## [Source material]
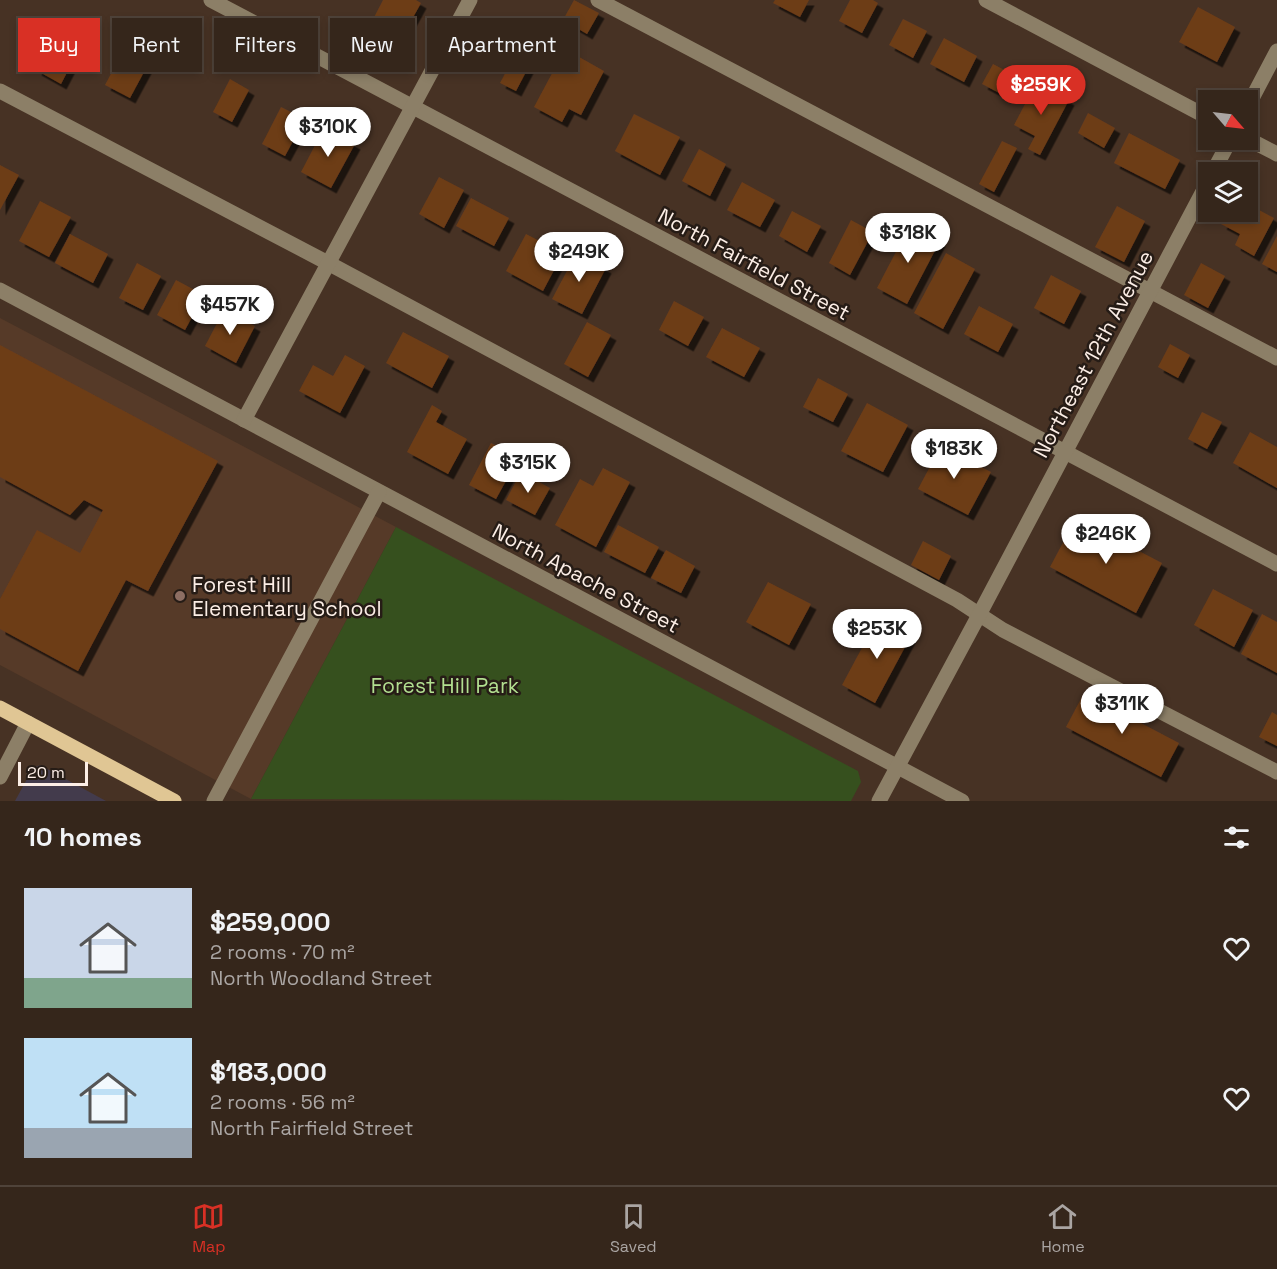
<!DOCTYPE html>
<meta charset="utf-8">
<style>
body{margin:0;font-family:"Space Grotesk",sans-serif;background:#3d2e24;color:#f1f3f6;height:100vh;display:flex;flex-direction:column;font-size:22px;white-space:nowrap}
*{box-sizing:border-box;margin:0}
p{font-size:20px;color:#aaa5a3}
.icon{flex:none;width:33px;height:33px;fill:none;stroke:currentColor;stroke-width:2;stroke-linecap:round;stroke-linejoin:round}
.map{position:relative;height:801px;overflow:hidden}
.details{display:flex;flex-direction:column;background:#35261b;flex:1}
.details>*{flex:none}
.banner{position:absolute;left:18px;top:18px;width:600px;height:54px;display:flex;gap:12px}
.needle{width:39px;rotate:118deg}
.buttons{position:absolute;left:1198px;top:90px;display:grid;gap:12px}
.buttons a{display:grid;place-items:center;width:60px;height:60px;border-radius:0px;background:#35261b;box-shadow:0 3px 9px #0003,0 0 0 2px #4f433a;font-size:30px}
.scale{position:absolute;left:18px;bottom:15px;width:70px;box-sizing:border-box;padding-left:6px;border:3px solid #fceee6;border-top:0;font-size:16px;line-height:21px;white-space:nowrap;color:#fceee6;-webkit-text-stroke:4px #261c16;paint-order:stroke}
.price{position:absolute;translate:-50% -51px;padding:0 14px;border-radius:21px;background:#fff;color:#222;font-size:20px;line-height:39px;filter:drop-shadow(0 2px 3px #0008)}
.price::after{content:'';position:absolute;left:50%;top:36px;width:18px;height:14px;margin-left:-9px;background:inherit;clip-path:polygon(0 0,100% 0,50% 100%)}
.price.selected{background:#d93025;color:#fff}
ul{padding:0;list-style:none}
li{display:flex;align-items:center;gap:18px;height:150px;padding:0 24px}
li span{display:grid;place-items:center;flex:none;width:168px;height:120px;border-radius:0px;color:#555}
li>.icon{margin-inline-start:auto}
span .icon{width:72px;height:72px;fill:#fffc;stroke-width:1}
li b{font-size:26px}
h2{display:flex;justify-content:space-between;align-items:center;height:72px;padding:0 24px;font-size:26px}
.pill{padding:0 21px;border-radius:0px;background:#35261b;box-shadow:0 3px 9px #0003,0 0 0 2px #4f433a;font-size:21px;line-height:54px}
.pill.selected{background:#d93025;color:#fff}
.dock{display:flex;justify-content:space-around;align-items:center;height:84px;border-top:2px solid #4f433a;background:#35261b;font-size:16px;color:#aaa5a3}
.dock a{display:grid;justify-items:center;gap:3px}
.dock .selected{color:#d93025}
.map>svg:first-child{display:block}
.commercial{fill:#433b4c}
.built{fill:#563a28}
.green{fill:#36501e}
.building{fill:#6d3c18;filter:url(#shadow)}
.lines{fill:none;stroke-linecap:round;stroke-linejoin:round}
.minor{stroke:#8c7f67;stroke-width:15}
.major{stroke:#e0c694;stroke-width:15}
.education-dot{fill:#8d6e63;stroke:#261c16;stroke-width:2}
.labels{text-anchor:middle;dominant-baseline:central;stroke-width:5;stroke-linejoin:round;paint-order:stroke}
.street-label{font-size:21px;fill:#fceee6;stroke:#261c16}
.poi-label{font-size:21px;fill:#fceee6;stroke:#261c16;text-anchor:start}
.park-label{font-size:21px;fill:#b2df90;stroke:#261c16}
</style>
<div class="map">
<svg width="1277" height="801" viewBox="0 0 1277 801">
<defs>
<filter id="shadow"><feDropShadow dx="5.5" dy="5.5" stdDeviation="0" flood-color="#0009"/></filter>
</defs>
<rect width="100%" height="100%" fill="#473224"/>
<polygon class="commercial" points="40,765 106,801 15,801 33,768"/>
<polygon class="built" points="0,318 396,527 251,799 0,665"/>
<polygon class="green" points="396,527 858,771 861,782 851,801 251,799"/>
<g class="building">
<polygon points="383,0 416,0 421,3 399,43 369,27"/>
<polygon points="574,0 599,13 587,34 563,20"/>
<polygon points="775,0 809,0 800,17 773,3"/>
<polygon points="850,0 873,0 878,3 862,33 839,21"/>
<polygon points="1198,7 1235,27 1217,62 1179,42"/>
<polygon points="903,19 927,31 913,58 889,45"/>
<polygon points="533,20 549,28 516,91 500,83"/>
<polygon points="61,23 86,36 61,84 36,70"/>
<polygon points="133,32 158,46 130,98 105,85"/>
<polygon points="944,38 977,56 964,82 930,64"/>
<polygon points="565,49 604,71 581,115 569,109 562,122 534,107"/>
<polygon points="993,64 1020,78 1009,98 982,84"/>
<polygon points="230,79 249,90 232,122 213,112"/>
<polygon points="1036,83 1069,100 1040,155 1028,149 1035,136 1014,125"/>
<polygon points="281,107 305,119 285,156 262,144"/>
<polygon points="1088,113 1115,128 1104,148 1078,133"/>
<polygon points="634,114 680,137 660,175 615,151"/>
<polygon points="324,128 355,144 331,188 301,172"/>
<polygon points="1129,133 1180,160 1165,189 1114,163"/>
<polygon points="1002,141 1017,148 994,192 979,184"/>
<polygon points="699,149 726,164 710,196 682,181"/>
<polygon points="0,165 19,175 0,210"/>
<polygon points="439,177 464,190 444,228 419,214"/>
<polygon points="742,182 775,200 760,227 727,210"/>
<polygon points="471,198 509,218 494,246 456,226"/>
<polygon points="40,201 71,217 49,257 19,241"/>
<polygon points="1248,204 1274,218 1254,256 1235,245 1240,234 1221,224 1228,212 1248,212"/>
<polygon points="1117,206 1145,221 1124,262 1095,247"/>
<polygon points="792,211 821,226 807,252 779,236"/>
<polygon points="851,220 873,232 850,275 829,263"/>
<polygon points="910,225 940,241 907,304 877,288"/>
<polygon points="70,234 108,254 93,283 55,263"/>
<polygon points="526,234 563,253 543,291 506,271"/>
<polygon points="1277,236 1277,272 1262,264"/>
<polygon points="577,252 606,268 582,314 552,299"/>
<polygon points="946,253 975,269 943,329 914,313"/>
<polygon points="137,263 161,276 143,310 119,298"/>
<polygon points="1201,263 1225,276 1208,308 1184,295"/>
<polygon points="1051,275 1081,291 1064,324 1034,308"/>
<polygon points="176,280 204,295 185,330 157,315"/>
<polygon points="674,301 704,317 688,346 659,330"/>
<polygon points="979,306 1013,324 998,352 964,334"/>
<polygon points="224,310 255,326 236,363 205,346"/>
<polygon points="587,322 611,335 588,377 564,364"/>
<polygon points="722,328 760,348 744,377 706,357"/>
<polygon points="403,332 449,356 432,388 386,363"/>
<polygon points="1170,344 1190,355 1178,378 1158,367"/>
<polygon points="0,345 218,461 148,591 126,580 78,671 0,629 0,599 37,530 80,553 103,510 84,500 70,515 0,477"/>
<polygon points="345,355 365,366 340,413 299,391 313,365 333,376"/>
<polygon points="818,378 848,394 833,422 803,407"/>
<polygon points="867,403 908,425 883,472 841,451"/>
<polygon points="432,405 442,411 436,422 467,439 448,474 407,452"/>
<polygon points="1202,412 1222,422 1207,449 1188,439"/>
<polygon points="1250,432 1277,447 1277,488 1233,463"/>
<polygon points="491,443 519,457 496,499 469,485"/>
<polygon points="941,446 991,472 968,515 918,489"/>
<polygon points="603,468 630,482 596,547 555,525 580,479 593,486"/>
<polygon points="521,472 550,488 535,515 506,500"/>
<polygon points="1076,518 1162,563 1136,613 1050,567"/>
<polygon points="618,525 659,547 645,573 604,552"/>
<polygon points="923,541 951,556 939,580 911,565"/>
<polygon points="666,550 695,566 681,593 651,578"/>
<polygon points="768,582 811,604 789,645 746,622"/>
<polygon points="1213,589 1253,610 1234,647 1194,625"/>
<polygon points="1262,614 1277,622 1277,673 1241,654"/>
<polygon points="879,616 912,634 875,703 842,685"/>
<polygon points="1084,693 1179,743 1161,777 1066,727"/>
<polygon points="1272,712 1277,715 1277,746 1259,737"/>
</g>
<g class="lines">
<g class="minor">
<polyline points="211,0 1277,564"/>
<polyline points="598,0 1277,358"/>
<polyline points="986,0 1209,118"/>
<polyline points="0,91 328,263 957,600 1003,630 1277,772"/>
<polyline points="1248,106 1277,51"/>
<polyline points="1248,139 1277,154"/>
<polyline points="1213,172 1230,140"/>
<polyline points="0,290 962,801"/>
<polyline points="244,420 470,0"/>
<polyline points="0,777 28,723"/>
<polyline points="214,801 379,492"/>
<polyline points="879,801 979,615 1209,180"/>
</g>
<polyline class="major" points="0,708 174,801"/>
</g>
<circle class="education-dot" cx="180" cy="596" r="6"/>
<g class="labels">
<g class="street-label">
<text transform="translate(754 264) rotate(28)">North Fairfield Street</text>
<text transform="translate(1093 354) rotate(-62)">Northeast 12th Avenue</text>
<text transform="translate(586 578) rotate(28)">North Apache Street</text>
</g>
<g class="poi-label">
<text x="192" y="584">Forest Hill<tspan x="192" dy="24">Elementary School</tspan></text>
</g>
<g class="park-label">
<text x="445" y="685">Forest Hill Park</text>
</g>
</g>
</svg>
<div class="buttons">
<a><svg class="needle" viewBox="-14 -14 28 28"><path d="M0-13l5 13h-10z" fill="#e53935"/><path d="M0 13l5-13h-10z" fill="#aaa5a3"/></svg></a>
<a><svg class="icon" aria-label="layers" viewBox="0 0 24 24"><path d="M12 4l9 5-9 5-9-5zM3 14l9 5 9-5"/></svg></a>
</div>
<div class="scale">20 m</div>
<b class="price selected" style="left:1041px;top:116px">$259K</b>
<b class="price" style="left:328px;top:158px">$310K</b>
<b class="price" style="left:908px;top:264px">$318K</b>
<b class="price" style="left:579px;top:283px">$249K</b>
<b class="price" style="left:230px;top:336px">$457K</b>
<b class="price" style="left:954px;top:480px">$183K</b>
<b class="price" style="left:528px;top:494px">$315K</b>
<b class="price" style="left:1106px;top:565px">$246K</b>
<b class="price" style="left:877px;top:660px">$253K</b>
<b class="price" style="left:1122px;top:735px">$311K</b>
<div class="banner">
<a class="pill selected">Buy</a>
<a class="pill">Rent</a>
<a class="pill">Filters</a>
<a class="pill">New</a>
<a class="pill">Apartment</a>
</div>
</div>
<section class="details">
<h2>10 homes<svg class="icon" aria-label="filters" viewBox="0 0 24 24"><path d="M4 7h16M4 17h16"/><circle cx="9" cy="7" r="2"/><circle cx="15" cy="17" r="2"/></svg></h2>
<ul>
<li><span style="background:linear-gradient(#c9d6e8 75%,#7fa58c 0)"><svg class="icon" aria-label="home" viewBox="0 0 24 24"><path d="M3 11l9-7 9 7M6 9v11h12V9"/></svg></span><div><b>$259,000</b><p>2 rooms · 70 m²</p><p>North Woodland Street</p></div><svg class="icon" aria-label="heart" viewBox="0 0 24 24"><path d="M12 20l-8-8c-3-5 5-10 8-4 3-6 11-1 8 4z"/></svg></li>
<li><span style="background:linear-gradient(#bfe0f5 75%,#9aa5b1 0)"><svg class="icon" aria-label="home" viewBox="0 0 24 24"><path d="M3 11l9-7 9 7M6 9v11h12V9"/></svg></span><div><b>$183,000</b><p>2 rooms · 56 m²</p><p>North Fairfield Street</p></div><svg class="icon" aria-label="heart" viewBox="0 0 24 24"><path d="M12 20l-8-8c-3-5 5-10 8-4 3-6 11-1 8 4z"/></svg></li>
</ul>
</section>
<nav class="dock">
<a class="selected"><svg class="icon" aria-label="map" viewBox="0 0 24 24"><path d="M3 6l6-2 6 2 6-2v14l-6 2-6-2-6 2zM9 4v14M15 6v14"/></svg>Map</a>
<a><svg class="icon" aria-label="saved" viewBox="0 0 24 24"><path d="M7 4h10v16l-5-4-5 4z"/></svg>Saved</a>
<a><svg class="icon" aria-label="home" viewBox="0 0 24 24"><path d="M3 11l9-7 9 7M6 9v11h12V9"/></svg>Home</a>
</nav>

## [Task directions]
Whenever the word "position" occurs in a line of the listing above, return that line.

## [Result of this task]
.map{position:relative;height:801px;overflow:hidden}
.banner{position:absolute;left:18px;top:18px;width:600px;height:54px;display:flex;gap:12px}
.buttons{position:absolute;left:1198px;top:90px;display:grid;gap:12px}
.scale{position:absolute;left:18px;bottom:15px;width:70px;box-sizing:border-box;padding-left:6px;border:3px solid #fceee6;border-top:0;font-size:16px;line-height:21px;white-space:nowrap;color:#fceee6;-webkit-text-stroke:4px #261c16;paint-order:stroke}
.price{position:absolute;translate:-50% -51px;padding:0 14px;border-radius:21px;background:#fff;color:#222;font-size:20px;line-height:39px;filter:drop-shadow(0 2px 3px #0008)}
.price::after{content:'';position:absolute;left:50%;top:36px;width:18px;height:14px;margin-left:-9px;background:inherit;clip-path:polygon(0 0,100% 0,50% 100%)}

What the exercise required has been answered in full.